Try it: Return, from the listing below, every line that includes "دقيقة".

[Start of section]

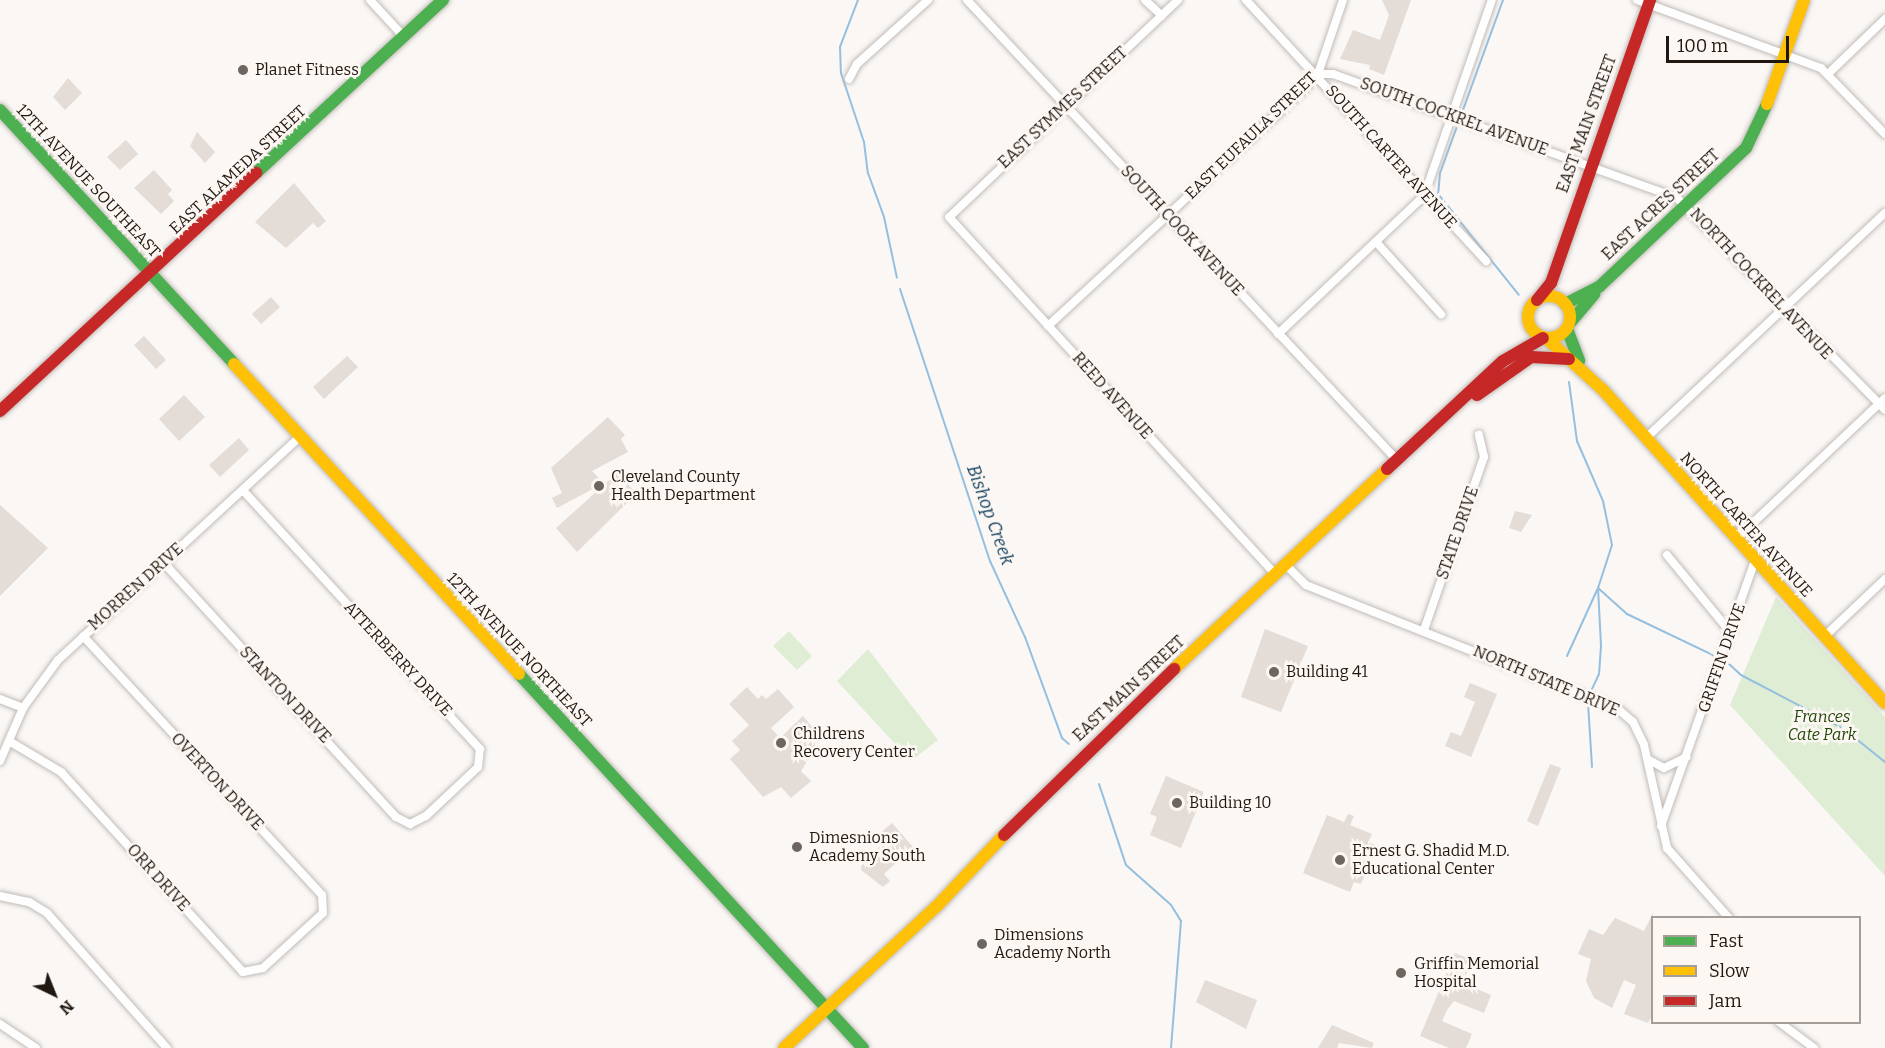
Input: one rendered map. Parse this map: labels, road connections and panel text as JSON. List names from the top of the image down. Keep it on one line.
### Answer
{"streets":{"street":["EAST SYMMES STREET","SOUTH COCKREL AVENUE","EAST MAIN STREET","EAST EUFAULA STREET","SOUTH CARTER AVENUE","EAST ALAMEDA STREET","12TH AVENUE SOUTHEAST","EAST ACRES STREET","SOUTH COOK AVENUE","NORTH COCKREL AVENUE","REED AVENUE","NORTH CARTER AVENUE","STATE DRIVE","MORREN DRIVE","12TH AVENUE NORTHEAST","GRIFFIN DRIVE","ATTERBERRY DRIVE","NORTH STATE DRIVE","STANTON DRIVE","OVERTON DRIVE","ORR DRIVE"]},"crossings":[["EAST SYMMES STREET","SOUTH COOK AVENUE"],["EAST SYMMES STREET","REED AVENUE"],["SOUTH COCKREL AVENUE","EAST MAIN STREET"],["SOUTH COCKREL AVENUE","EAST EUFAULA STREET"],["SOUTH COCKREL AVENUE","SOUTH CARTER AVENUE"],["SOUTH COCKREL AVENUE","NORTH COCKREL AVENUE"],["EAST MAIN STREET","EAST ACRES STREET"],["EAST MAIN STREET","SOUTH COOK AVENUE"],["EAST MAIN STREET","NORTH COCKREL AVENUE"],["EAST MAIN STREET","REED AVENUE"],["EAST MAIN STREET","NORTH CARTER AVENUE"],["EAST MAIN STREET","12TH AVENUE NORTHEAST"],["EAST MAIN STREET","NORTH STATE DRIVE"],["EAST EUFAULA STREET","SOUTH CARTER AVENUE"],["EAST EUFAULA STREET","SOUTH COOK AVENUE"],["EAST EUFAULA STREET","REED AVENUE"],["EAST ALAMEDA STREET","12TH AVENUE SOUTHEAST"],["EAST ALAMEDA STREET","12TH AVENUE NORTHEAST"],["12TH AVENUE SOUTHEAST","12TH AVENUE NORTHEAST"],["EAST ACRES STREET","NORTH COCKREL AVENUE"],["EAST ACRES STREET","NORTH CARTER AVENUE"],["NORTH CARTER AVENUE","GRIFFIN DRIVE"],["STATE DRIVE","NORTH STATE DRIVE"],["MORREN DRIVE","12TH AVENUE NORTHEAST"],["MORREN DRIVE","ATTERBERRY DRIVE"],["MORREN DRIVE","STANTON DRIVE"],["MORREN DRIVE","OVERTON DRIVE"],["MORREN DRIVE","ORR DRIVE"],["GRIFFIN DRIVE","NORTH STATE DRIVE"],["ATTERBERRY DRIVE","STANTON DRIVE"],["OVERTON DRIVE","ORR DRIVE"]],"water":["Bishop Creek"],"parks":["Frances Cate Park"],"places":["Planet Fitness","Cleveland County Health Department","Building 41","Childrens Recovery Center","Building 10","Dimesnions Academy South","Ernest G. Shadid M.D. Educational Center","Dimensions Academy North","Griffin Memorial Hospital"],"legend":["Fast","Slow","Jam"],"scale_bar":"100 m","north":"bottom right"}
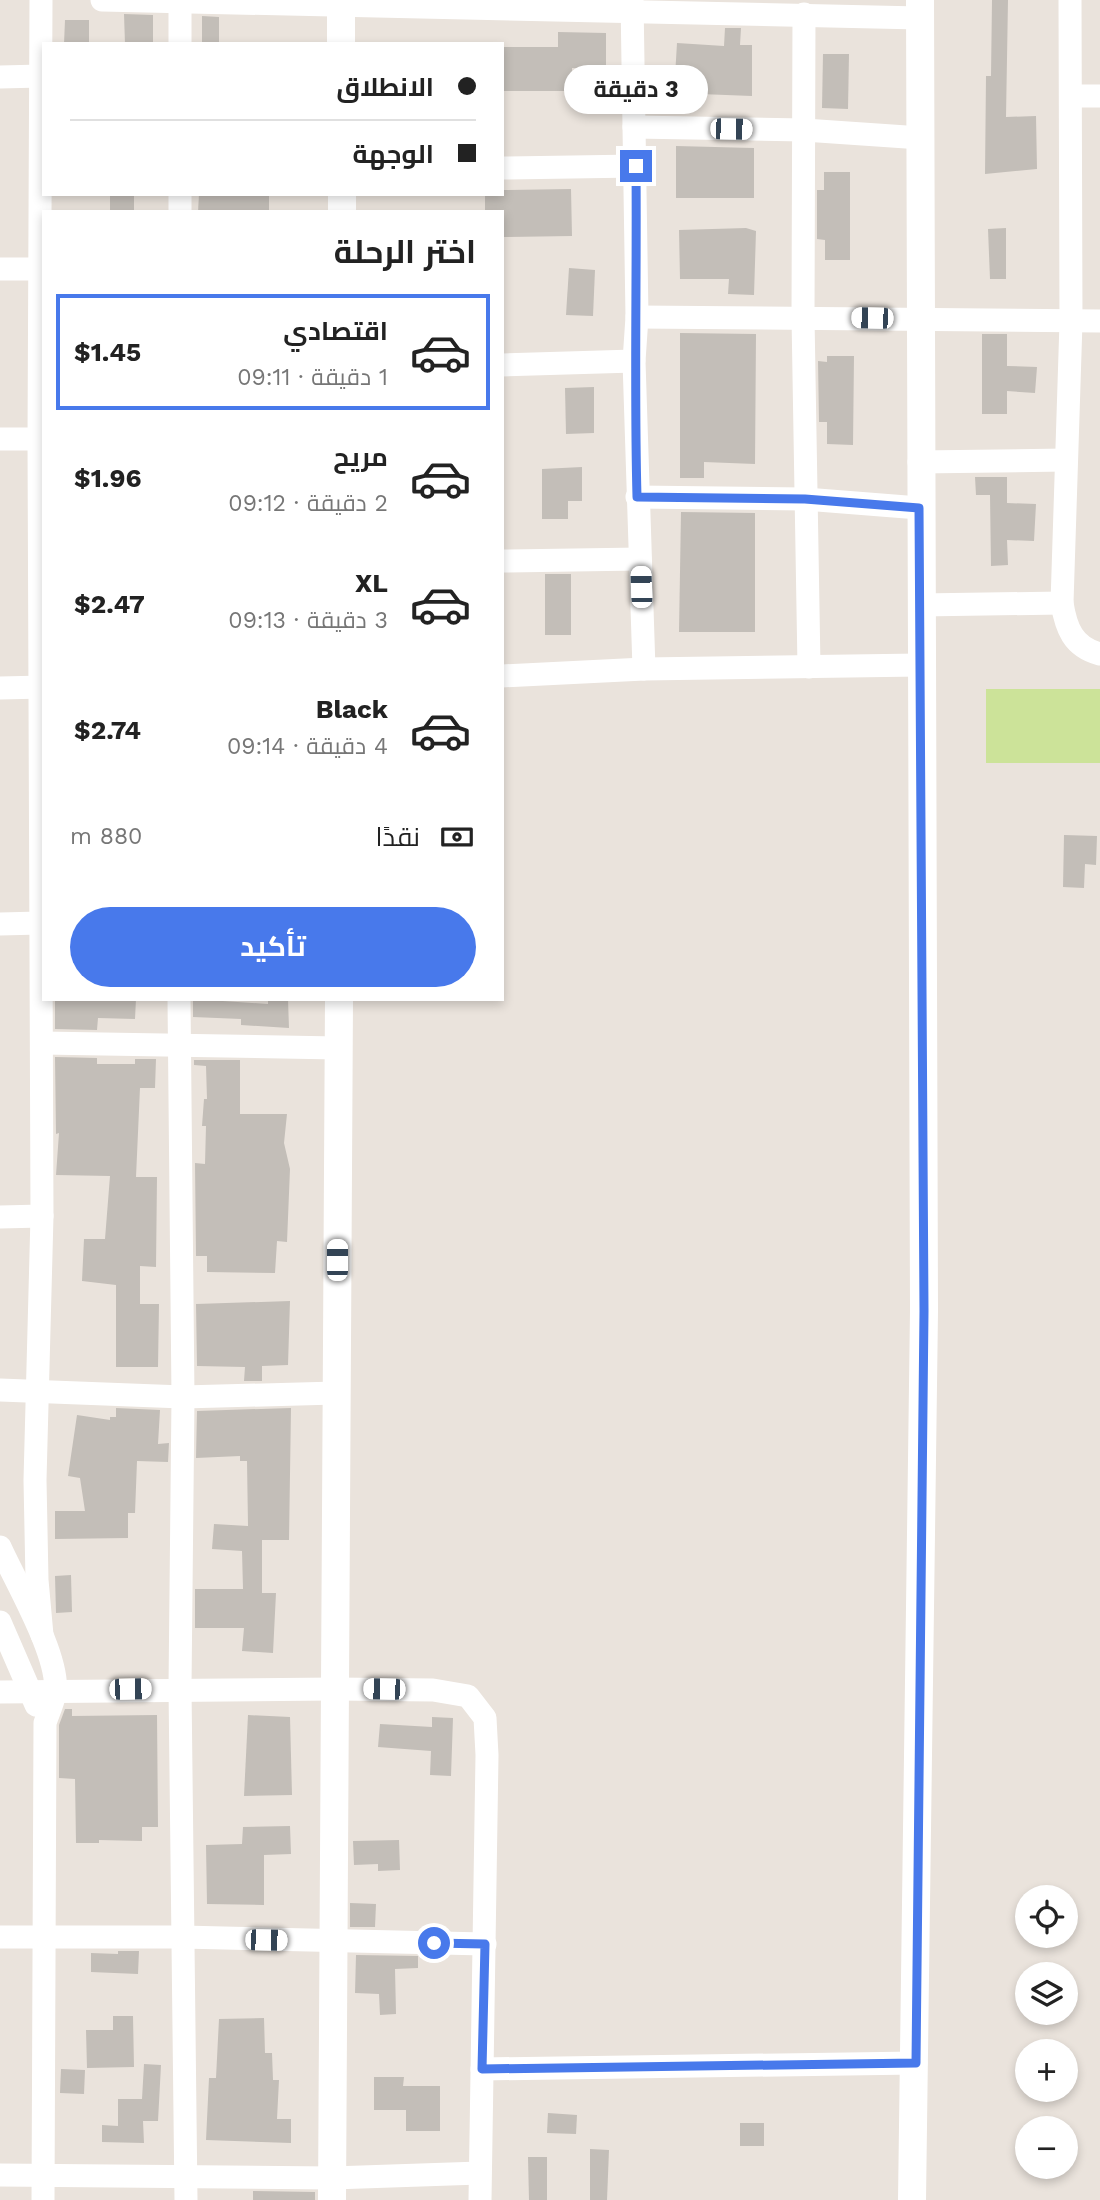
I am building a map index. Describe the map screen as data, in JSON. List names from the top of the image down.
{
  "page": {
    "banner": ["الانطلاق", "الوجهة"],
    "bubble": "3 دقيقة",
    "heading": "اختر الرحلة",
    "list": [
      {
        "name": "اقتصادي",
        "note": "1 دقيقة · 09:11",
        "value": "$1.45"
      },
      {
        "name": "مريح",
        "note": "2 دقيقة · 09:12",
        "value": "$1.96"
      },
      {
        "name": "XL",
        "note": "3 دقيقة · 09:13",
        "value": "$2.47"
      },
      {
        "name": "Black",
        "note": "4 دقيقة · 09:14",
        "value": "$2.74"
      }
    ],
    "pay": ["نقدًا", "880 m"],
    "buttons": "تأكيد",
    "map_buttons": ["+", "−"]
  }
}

[End of section]

Answer to this problem:
    "bubble": "3 دقيقة",
        "note": "1 دقيقة · 09:11",
        "note": "2 دقيقة · 09:12",
        "note": "3 دقيقة · 09:13",
        "note": "4 دقيقة · 09:14",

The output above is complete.